Anonymizing ids

Steve Simon

2021-06-10

I’m working on a project that might be exempt from IRB review…if I can convert a particular ID code to an anonymous code. The ID codes are an eight digit number. Here’s a simple approach that should work for this project.

The steps are

  1. Create a random number between 100,000,000 and 900,000,000.

  2. Add the same random number to each eight digit id.

  3. Link the eight and nine digit ids to the raw data.

  4. Store the merged data with the nine digit id, but not the eight digit id.

  5. Shred the random number.

The process of shredding the random number will prevent anyone from converting the nine digit id back into an eight digit id.

1. Create a random number between 100,000,000 and 900,000,000.

There are several easy ways to create a random number with a specific range. In Microsoft Excel, you would place the formula

=randbetween(100000000, 900000000)

Count your zeros carefully, there should be eight of them for both numbers.

This will produce a value. Mine is 480035489, but yours will be different.

There is a complication in Microsoft Excel that you have to work around. The randbetween function will recalculate everytime you make a change anywhere else in the workbook. You need to “freeze” the random number by copying and pasting it to a different cell using the “past values” option under “paste special.”

2. Add the same random number to each eight digit id.

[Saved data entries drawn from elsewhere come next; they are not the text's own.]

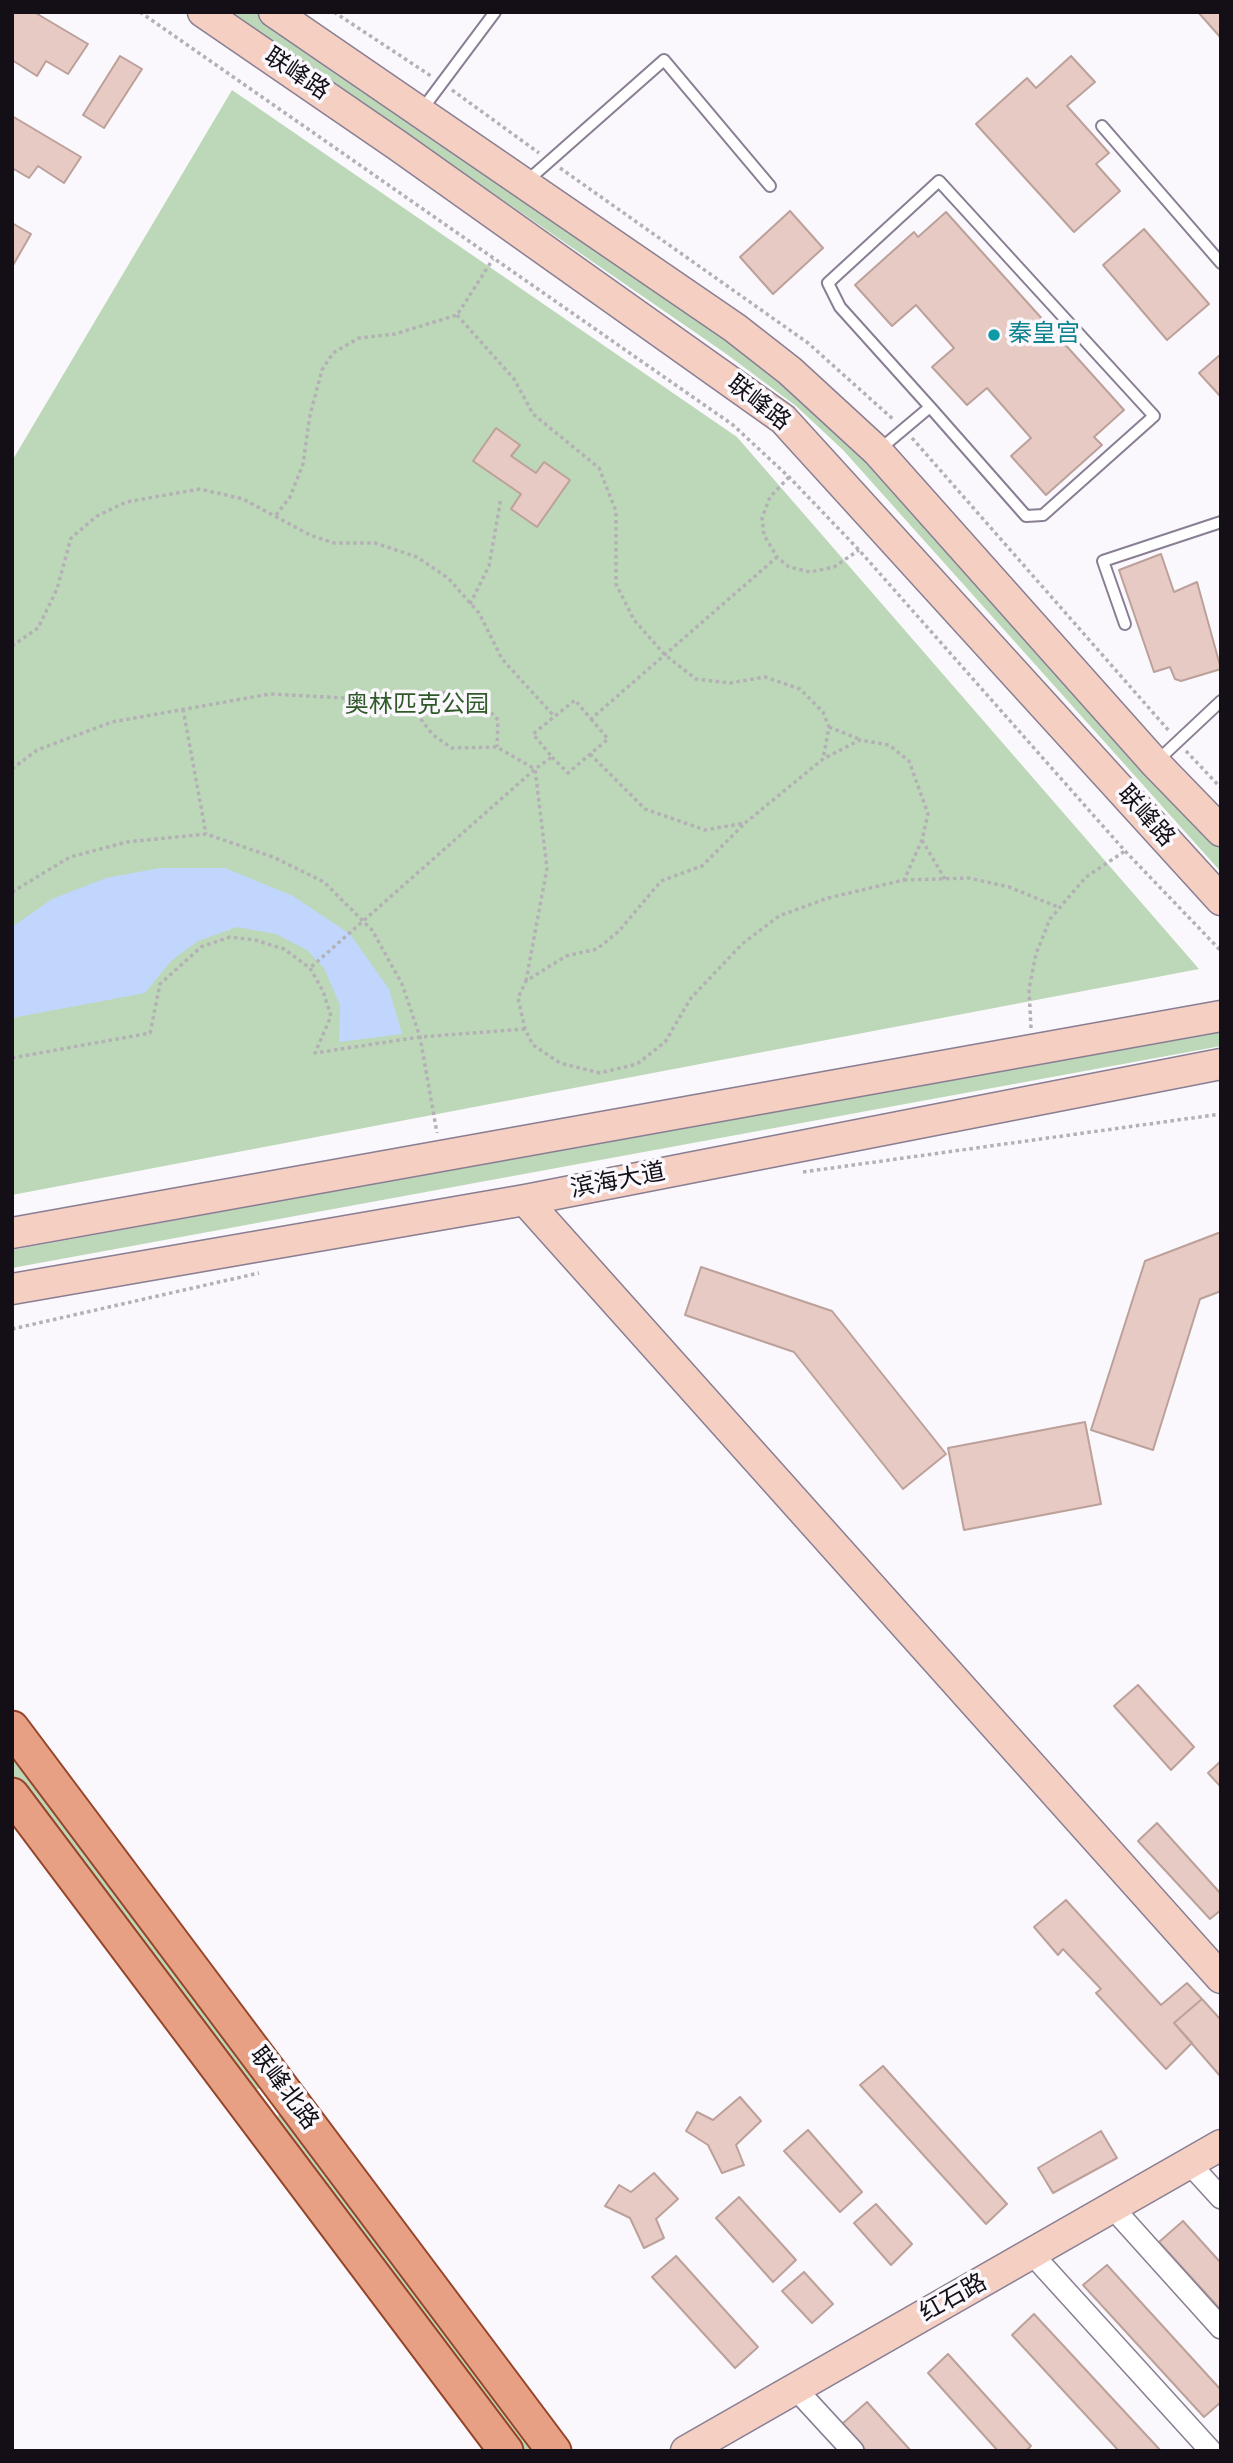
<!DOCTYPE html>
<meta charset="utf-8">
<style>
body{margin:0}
#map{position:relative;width:1233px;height:2463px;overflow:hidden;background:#faf8fc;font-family:Jost,sans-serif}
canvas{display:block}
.frame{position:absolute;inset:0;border:14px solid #140f17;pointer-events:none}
</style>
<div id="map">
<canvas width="1233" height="2463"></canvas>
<div class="frame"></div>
</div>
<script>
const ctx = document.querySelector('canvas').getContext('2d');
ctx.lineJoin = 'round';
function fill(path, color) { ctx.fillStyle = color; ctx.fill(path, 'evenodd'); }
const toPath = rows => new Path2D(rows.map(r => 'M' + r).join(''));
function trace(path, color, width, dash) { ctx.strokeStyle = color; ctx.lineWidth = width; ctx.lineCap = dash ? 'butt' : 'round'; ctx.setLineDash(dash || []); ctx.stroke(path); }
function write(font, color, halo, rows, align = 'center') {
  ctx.font = font + ' Jost,"Noto Sans SC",sans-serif'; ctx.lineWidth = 7; ctx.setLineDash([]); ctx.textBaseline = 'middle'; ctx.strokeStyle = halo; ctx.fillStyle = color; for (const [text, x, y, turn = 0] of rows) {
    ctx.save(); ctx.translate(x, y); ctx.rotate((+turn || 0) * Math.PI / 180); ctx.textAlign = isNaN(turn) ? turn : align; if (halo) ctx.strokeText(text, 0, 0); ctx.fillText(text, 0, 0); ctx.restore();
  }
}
fill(toPath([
 [230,12,255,12,734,341,847,437,1134,758,1221,846,1221,872,843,450,796,406,725,353],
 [232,90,737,437,1199,969,12,1195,12,461],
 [1221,1029,1221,1046,12,1268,12,1250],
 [12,1749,265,2085,249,2094,12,1775],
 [284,2111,539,2451,523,2451,438,2345,272,2120]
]), '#bdd8b8');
fill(toPath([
 [160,868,225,868,293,896,350,934,389,989,402,1034,339,1042,340,1005,324,968,307,950,276,934,237,927,198,941,171,961,145,993,12,1018,12,927,52,899,106,878]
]), '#c0d6fd');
const building = toPath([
 [12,12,34,12,88,44,68,74,46,61,37,76,12,60,12,12],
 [1198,12,1221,12,1221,38,1198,12],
 [120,56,142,69,104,128,83,115,120,56],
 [1071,56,1095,82,1067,106,1109,153,1096,164,1120,191,1074,232,976,124,1027,78,1036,88,1071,56],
 [12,116,81,157,64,183,38,166,29,178,12,168,12,116],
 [790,211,823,248,773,294,740,257,790,211],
 [946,212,1124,410,1094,437,1102,445,1046,495,1011,456,1031,438,987,388,967,405,932,367,954,348,916,305,892,326,855,285,914,232,918,237,946,212],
 [12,223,31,234,12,267,12,223],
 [1144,229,1209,304,1167,340,1103,265,1144,229],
 [1221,354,1221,397,1199,373,1221,354],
 [496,428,520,445,511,456,536,473,544,462,570,480,537,527,511,509,521,494,473,461,496,428],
 [1161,554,1174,592,1197,582,1221,669,1181,681,1175,679,1170,667,1154,672,1119,570,1161,554],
 [1221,1232,1221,1291,1200,1299,1153,1450,1091,1430,1145,1261,1221,1232],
 [701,1267,832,1311,946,1454,903,1489,794,1352,685,1315,701,1267],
 [1085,1422,1101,1504,964,1530,948,1448,1085,1422],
 [1138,1685,1194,1747,1171,1770,1114,1706,1138,1685],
 [1221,1761,1221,1787,1208,1773,1221,1761],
 [1157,1823,1221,1894,1221,1910,1210,1919,1138,1841,1157,1823],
 [1066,1900,1161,2005,1187,1983,1202,1999,1174,2023,1192,2043,1166,2069,1096,1993,1101,1989,1063,1949,1058,1955,1034,1927,1066,1900],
 [1202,1999,1221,2020,1221,2077,1174,2023,1202,1999],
 [883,2066,1007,2204,986,2224,860,2085,883,2066],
 [740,2097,761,2121,736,2145,744,2165,722,2173,708,2145,686,2131,697,2112,713,2120,740,2097],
 [808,2130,862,2192,840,2212,784,2151,808,2130],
 [1101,2131,1117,2158,1053,2193,1038,2168,1101,2131],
 [654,2173,678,2199,656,2219,664,2238,644,2248,630,2218,605,2206,619,2185,631,2192,654,2173],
 [739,2197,796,2260,773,2282,716,2218,739,2197],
 [876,2204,912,2244,891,2265,854,2223,876,2204],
 [1183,2221,1221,2263,1221,2310,1159,2242,1183,2221],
 [676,2256,758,2347,735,2368,652,2277,676,2256],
 [1107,2265,1221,2390,1221,2402,1204,2417,1083,2285,1107,2265],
 [804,2272,833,2304,812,2323,782,2291,804,2272],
 [1034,2314,1161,2451,1119,2451,1012,2335,1034,2314],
 [948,2354,1031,2446,1026,2451,998,2451,928,2373,948,2354],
 [867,2402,911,2451,866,2451,842,2424,867,2402]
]);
fill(building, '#e7cac3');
trace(building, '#bca09a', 2);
const lane = toPath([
 [421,111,495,12],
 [1102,126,1221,263],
 [527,181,664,60,770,186],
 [880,449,930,407,840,307,828,283,939,181,1154,416,1043,515,1026,516,930,407],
 [1125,624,1103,561,1221,522],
 [1156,762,1221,701]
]);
const street = toPath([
 [1189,2163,1221,2198],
 [1112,2207,1221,2328],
 [1033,2255,1211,2451],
 [794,2387,853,2451]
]);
const secondary = toPath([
 [203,12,397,145,783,419,1221,900],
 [274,12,735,328,790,371,877,451,1155,763,1221,831],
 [525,1200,1221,1978],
 [12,1233,1221,1016],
 [12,1289,525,1200,1221,1064],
 [686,2451,1221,2145]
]);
const primary = toPath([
 [12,1728,554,2451],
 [12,1795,506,2451]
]);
trace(lane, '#897e93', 14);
trace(street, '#897e93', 24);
trace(secondary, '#897e93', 33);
trace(primary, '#944429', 37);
trace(toPath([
 [140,12,733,425,789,477,859,550,1125,851,1221,951],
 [334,12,431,76],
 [452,90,539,153],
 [560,168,808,343,894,420],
 [457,315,514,379,533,414,599,468,616,511,616,584,634,620,665,655,696,679,730,683,765,677,800,689,823,712,829,727,823,759],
 [912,438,1170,732],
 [789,477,770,497,762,518,764,535,777,557,789,567,810,572,834,567,859,550],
 [276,515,290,497,303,464,310,415,322,370,333,353,359,338,395,334,457,315,493,259],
 [470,604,489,566,501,498],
 [12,646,38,628,57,589,71,538,97,516,126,502,200,489,243,499,310,535,334,543,375,543,417,557,448,578,479,613,502,659,554,716],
 [183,709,206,834],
 [417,714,437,692,474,695,498,720,497,747],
 [829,727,859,739],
 [1186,751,1221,788],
 [590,754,645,809,705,830,745,823,823,759,860,740,889,745,909,761,928,814,922,840,904,880,828,898,779,916,742,944,691,998,665,1042,637,1064,600,1073,560,1063,533,1045,525,1029,518,998,526,981,566,956,597,949,619,931,661,881,702,866,745,823],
 [552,757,568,773,608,739,591,719],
 [12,769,37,750,112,722,270,694,345,698,417,714,433,735,452,748,497,747,535,769,310,968],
 [922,840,945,879],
 [904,880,969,878,1009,887,1058,907],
 [12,892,70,857,127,842,206,834,273,857,324,882,372,930,402,984,420,1037,437,1133],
 [526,981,547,868,535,769,552,757,533,734,575,700,591,719,777,557],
 [1031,1028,1029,989,1036,954,1050,919,1086,877,1125,851],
 [12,1058,150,1033,160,984,201,947,230,937,255,940,284,949,310,968,323,991,331,1016,315,1053,420,1037,525,1029],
 [803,1172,1221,1114],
 [12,1329,259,1273]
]), '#b4b1b6', 3.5, [3.5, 3.5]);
trace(lane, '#fff', 10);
trace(street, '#fff', 21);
trace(secondary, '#f4cfc2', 30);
trace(primary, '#e8a085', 33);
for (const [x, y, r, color] of [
 [994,335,7,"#0f9aa8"]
]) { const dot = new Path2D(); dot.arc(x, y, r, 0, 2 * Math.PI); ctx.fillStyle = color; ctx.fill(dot); trace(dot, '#faf8fc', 2.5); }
write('24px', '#140f17', '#faf8fc', [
 ["联峰路",296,75,34],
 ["联峰路",758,404,38],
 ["联峰路",1145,817,48],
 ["滨海大道",618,1182,-11],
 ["联峰北路",283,2089,53],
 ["红石路",954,2299,-29]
]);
write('24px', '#0d838f', '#faf8fc', [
 ["秦皇宫",1008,335]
], 'left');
write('24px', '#305929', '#faf8fc', [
 ["奥林匹克公园",417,706]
]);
</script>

Here’s some data with some made up id values

private_id
12345678
23608461
34871244
46134027
57396810
68659593
79922376
91185159

Here’s what those ID numbers look like when you add my random number. We now have a random nine digit id associated with each eight digit id.

private_id random_id
12345678 492381167
23608461 503643950
34871244 514906733
46134027 526169516
57396810 537432299
68659593 548695082
79922376 559957865
91185159 571220648

4. Store the merged data with the nine digit id, but not the eight digit id.

You now have a new random_id in place of the private id.

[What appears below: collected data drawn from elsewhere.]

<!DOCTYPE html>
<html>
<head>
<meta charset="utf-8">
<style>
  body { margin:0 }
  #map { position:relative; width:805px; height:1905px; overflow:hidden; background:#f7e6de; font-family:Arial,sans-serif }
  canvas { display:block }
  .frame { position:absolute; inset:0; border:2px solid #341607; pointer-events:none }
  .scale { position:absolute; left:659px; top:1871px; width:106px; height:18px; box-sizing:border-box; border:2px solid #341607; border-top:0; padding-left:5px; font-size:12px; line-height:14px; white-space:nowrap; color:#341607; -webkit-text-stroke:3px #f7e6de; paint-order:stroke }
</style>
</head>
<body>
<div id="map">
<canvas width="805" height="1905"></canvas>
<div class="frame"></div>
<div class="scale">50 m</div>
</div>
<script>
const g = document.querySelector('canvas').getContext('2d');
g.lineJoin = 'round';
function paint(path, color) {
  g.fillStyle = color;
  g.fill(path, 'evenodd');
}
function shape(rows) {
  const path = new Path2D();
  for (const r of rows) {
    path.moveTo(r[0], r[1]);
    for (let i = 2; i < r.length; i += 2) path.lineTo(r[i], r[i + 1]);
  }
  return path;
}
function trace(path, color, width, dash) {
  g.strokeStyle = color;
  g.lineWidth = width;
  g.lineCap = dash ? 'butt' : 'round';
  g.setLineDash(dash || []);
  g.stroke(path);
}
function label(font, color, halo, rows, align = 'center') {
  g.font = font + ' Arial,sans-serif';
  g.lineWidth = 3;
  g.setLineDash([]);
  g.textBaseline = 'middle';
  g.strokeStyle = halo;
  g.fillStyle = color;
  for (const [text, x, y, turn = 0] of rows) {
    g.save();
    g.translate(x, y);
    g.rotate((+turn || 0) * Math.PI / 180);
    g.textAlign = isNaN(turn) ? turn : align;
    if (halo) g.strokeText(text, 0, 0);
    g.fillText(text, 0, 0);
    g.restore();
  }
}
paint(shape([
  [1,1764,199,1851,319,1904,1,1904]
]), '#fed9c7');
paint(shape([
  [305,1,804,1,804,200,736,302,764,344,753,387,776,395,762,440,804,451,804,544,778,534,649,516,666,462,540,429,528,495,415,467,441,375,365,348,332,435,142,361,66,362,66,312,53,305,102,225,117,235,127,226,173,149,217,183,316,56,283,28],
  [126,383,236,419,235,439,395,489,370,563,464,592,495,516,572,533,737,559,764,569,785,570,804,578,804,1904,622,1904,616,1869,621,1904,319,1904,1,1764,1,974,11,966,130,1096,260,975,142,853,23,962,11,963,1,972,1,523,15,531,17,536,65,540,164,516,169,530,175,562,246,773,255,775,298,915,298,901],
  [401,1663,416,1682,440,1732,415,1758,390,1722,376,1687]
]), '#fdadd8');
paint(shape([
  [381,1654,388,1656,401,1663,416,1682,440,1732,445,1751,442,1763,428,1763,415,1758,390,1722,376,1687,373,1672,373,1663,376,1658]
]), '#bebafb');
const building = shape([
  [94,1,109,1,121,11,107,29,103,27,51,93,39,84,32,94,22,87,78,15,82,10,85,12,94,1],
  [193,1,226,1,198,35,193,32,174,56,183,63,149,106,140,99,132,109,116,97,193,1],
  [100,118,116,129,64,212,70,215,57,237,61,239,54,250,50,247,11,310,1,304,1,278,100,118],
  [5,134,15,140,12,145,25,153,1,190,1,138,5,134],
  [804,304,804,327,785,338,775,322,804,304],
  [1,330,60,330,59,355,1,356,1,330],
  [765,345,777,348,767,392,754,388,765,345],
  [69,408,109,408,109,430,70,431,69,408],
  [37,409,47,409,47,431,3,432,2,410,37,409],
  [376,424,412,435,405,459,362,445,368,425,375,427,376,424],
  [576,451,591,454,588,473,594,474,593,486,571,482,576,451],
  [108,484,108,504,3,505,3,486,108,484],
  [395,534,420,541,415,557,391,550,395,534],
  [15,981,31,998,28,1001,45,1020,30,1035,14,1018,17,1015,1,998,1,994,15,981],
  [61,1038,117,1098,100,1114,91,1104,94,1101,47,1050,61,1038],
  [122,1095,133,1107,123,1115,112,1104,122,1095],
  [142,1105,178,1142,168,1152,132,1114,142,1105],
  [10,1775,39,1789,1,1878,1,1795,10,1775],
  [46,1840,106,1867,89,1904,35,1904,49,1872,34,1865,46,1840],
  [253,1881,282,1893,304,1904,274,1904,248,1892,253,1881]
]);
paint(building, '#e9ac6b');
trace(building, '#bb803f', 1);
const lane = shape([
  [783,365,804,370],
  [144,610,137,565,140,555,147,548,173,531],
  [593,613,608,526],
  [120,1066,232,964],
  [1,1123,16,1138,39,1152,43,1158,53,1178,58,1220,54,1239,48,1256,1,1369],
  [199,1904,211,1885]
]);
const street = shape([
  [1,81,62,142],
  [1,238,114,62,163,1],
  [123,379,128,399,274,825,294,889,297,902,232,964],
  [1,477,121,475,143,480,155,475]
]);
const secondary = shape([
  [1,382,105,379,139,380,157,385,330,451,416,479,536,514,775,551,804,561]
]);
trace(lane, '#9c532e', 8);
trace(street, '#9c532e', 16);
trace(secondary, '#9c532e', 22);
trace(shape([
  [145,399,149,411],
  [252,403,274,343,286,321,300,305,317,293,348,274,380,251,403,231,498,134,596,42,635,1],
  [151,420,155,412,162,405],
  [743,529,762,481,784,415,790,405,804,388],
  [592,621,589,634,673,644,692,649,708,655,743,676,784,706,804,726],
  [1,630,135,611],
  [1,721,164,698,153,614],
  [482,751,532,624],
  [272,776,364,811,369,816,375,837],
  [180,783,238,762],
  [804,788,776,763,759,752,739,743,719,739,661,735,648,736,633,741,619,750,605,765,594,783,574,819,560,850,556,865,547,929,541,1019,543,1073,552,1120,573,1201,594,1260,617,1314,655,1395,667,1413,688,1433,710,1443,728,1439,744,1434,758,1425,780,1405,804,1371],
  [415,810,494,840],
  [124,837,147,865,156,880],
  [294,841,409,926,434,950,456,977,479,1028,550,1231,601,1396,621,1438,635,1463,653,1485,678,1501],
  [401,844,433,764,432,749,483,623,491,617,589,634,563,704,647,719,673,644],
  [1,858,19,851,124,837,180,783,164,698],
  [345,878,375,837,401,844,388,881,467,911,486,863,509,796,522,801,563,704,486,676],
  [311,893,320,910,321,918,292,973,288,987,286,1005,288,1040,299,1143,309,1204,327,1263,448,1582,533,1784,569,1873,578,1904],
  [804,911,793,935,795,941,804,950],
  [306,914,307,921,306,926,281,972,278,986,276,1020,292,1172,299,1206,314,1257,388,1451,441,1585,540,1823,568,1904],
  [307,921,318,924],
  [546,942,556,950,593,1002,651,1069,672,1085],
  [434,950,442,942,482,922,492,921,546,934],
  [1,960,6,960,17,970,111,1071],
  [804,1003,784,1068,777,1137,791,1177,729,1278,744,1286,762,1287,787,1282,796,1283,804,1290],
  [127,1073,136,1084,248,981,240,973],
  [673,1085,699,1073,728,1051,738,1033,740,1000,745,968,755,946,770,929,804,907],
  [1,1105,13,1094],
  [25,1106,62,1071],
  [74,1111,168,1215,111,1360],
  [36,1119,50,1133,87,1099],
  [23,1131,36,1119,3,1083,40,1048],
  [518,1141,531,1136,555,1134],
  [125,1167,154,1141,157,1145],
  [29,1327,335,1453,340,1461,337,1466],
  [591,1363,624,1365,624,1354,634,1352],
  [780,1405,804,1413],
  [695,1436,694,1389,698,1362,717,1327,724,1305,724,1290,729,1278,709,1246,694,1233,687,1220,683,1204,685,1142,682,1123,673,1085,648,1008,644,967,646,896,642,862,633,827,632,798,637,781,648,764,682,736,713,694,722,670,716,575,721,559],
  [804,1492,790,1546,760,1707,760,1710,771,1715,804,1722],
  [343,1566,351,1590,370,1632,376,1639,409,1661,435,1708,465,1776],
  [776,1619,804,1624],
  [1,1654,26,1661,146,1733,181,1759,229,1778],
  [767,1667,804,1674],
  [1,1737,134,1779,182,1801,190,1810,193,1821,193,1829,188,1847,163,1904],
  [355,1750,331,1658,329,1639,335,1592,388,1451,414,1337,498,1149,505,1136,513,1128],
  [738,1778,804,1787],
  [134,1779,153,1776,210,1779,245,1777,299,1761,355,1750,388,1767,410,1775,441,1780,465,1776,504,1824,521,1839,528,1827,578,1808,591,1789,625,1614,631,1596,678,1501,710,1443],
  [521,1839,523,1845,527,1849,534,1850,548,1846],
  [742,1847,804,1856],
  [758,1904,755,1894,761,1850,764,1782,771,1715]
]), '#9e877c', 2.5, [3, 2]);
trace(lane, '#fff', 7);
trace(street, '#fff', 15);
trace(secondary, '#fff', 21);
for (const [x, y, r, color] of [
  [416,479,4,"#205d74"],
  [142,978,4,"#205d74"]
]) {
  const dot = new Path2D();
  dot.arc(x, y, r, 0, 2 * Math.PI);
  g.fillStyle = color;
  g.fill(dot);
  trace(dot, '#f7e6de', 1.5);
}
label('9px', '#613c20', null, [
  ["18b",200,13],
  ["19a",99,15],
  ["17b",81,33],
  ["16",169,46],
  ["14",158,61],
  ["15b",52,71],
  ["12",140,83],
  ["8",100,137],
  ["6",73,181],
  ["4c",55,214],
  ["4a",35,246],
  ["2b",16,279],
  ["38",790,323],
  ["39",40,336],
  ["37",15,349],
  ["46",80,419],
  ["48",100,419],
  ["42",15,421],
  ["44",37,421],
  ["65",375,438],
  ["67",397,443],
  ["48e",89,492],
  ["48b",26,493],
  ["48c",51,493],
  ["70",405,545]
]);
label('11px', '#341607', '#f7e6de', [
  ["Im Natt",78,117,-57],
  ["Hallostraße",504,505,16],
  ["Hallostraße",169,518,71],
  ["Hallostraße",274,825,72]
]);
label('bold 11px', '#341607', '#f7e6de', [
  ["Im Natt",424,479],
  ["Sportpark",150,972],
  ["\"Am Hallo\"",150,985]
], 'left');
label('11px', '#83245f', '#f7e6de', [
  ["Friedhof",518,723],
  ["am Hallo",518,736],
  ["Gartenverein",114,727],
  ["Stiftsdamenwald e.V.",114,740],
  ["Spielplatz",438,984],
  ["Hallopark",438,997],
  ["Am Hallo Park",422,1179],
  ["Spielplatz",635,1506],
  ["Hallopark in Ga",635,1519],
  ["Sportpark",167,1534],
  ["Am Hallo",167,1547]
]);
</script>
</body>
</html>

random_id report_date data
2 492381167 2024-02-09 144
3 492381167 2024-04-03 115
4 492381167 2024-03-16 152
5 492381167 2024-04-04 100
6 503643950 2024-02-27 158
7 503643950 2024-02-08 185
8 503643950 2024-02-27 175
9 514906733 2024-03-07 102
1

5. Shred the random number.

Once the random number is destroyed, the nine digit id cannot be converted back to the eight digit id.